Thursday, December 13, 2018



(Dos Madres Press, Loveland, OH, 2018)

Journaling with MDR Poetry

A gift of a Journal. A Poem with over a thousand lines. A gift published as a book: MURDER DEATH RESURRECTION (MDR) by Eileen R. Tabios.

Eileen’s promise: You can randomly choose however many lines and put them together to form a new poem. And if the poet is successful, the new poem will be beautiful!

In another journal, I did just this and I was surprised that this promise is true.  I wrote about it HERE. Then I decided to begin a new journal for writing a one-page entry every day in response to a randomly chosen poetic line; I planned to do a free-write following what feelings, images, memories, stories the words evoke.

For three months, before going to bed, I made a date with Poetry.

You should know that I recently retired after more than two decades of teaching Ethnic Studies at a state university in California. After several published books, journal articles, edited anthologies, and chapter contributions to other people’s books, I declared myself free from the obligatory academic language, citations, and footnotes and such.
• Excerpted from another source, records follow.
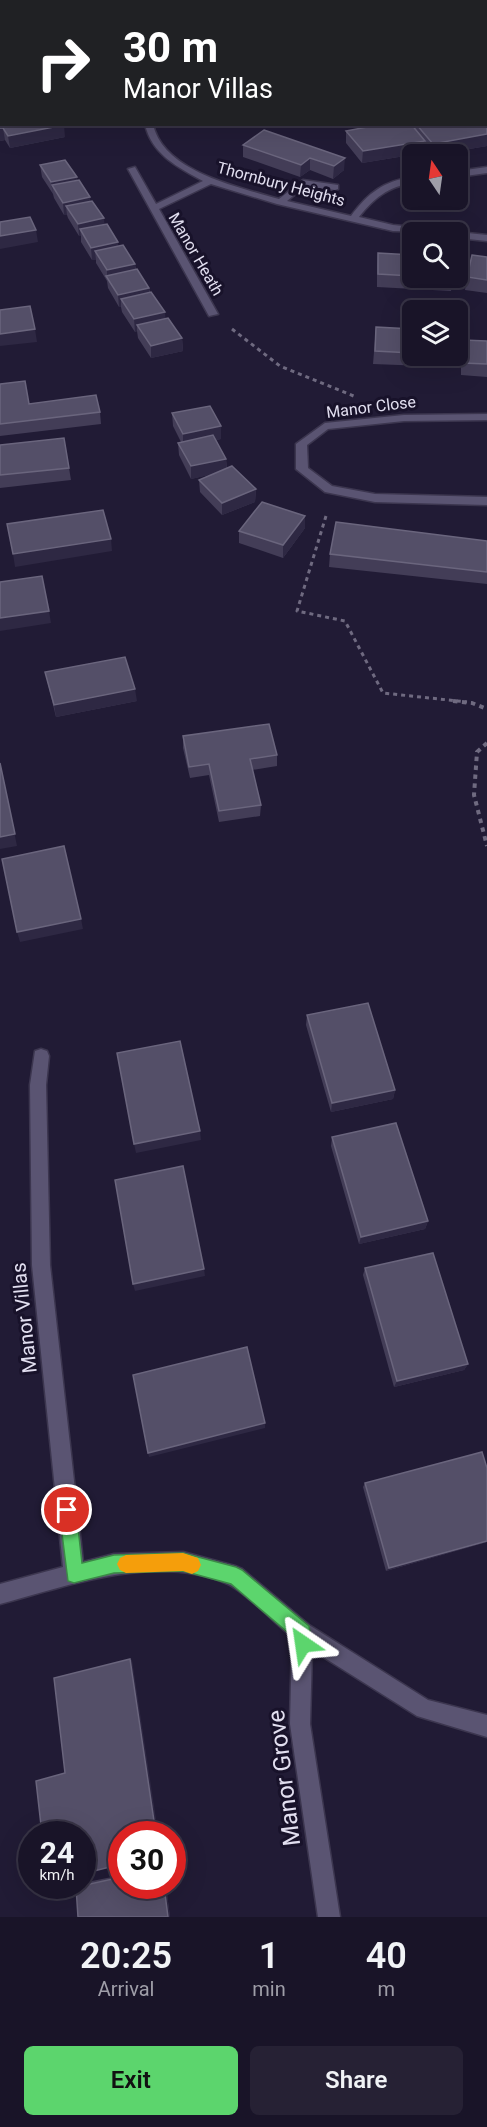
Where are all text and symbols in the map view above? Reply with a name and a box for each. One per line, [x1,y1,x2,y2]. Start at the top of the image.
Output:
text: 30 m [123,23,218,72]
icon: right [24,24,102,102]
text: Manor Villas [123,73,273,105]
north arrow [402,144,468,210]
map controls [402,144,468,366]
street label: Thornbury Heights [215,158,347,210]
street label: Manor Heath [165,209,227,299]
button: search [402,222,468,288]
button: layers [402,300,468,366]
street label: Manor Close [325,392,417,422]
street label: Manor Villas [6,1262,42,1374]
pin [41,1484,92,1535]
icon: arrive [50,1493,83,1526]
position arrow [271,1612,335,1676]
street label: Manor Grove [262,1708,306,1848]
speed limit sign: 30 [108,1821,186,1899]
text: 24 [40,1835,74,1870]
text: km/h [39,1866,75,1884]
text: 20:25 [80,1935,172,1977]
text: 1 [259,1935,279,1977]
text: 40 [366,1935,407,1977]
text: Arrival [98,1977,154,2001]
text: min [252,1977,286,2001]
text: m [378,1977,395,2001]
button: Exit [24,2046,238,2115]
button: Share [250,2046,463,2115]

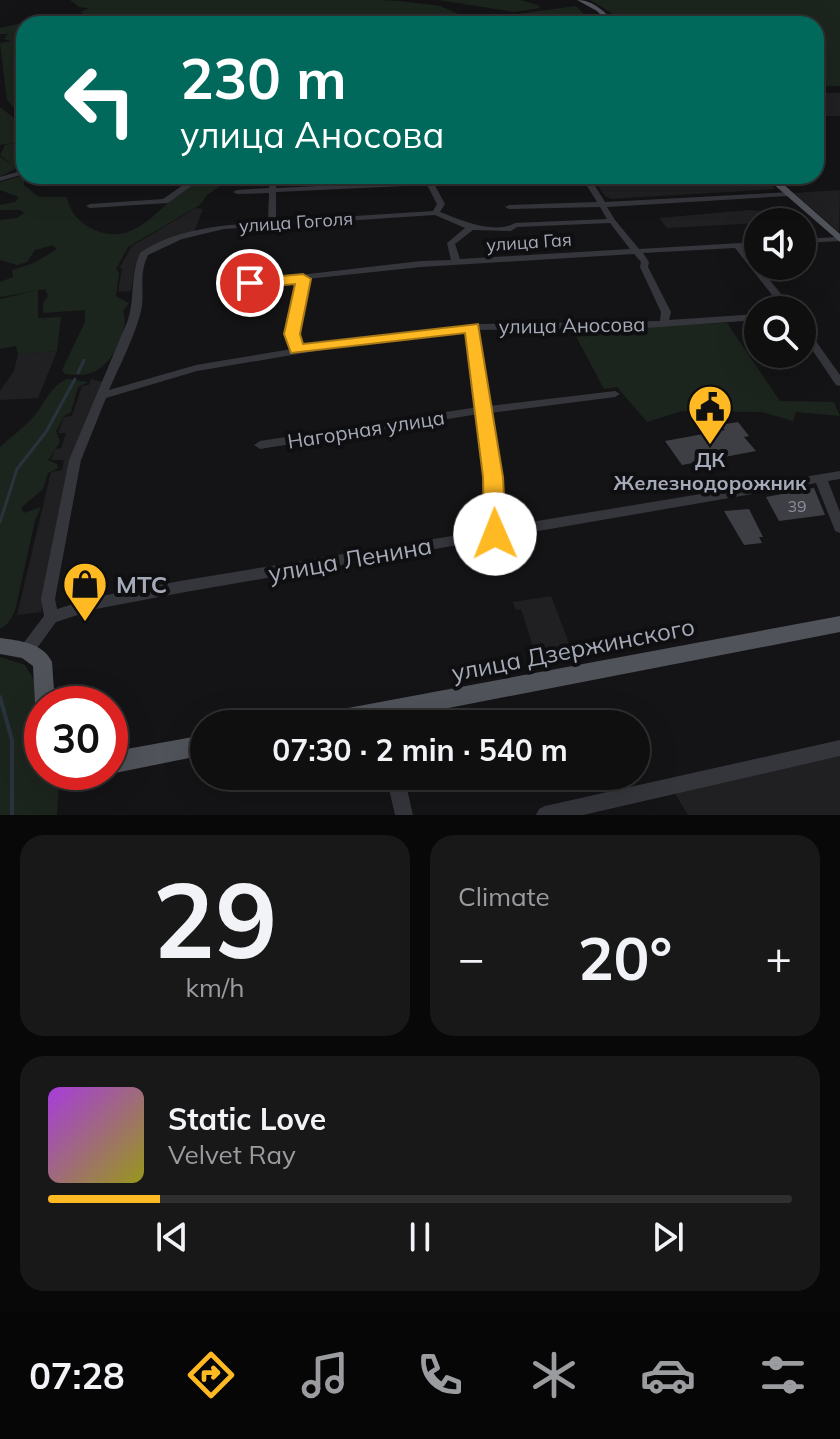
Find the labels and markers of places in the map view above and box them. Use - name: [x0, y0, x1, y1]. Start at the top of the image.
- pin: [216, 249, 284, 317]
- public building icon: ДК Железнодорожник: [686, 383, 734, 446]
- place label: ДК Железнодорожник: [614, 447, 807, 495]
- shop icon: МТС: [61, 560, 109, 623]
- place label: МТС: [116, 569, 167, 599]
I wasn’t going to write anymore.  (In any case, who reads for length these days?)

But when Poetry calls, I listen and pay attention.

I invite you, dear reader, to see what this poetic entanglement has evoked for me…that,  hopefully, evokes something Beautiful for you as well.


Note: MDR contains a database of 1,167 poetry lines. Each entry below is sparked off one of its (numbered and italicized) lines:


314      I forgot the zoo with retired cages

They once put my people in a zoo. It was called the 1906 St. Louis World’s Fair. They brought 3,000 individuals from various tribes in the Philippines and put them in an enclosed pen and made them perform rituals and dances to entertain the white fair goers. They had to show how they killed their dogs and cook and eat them. They showed the men jousting and showing off their brutal strength. They dressed some of them in American suit and tie to show off the civilized version and then had them take photographs with the goers. Just like a selfie today.

After the zoo closed and cages were opened, some of the tribes were taken to other traveling fairs. It was still ok to show off bizarre and strange creatures then. Some went home.

In Marlon Roldan’s Bontoc Eulogy, he created a story where one of the men supposedly fell off the ferris wheel and died and his body was never recovered. He imagined it being taken to a museum to be dissected and studied. It could be true, you know.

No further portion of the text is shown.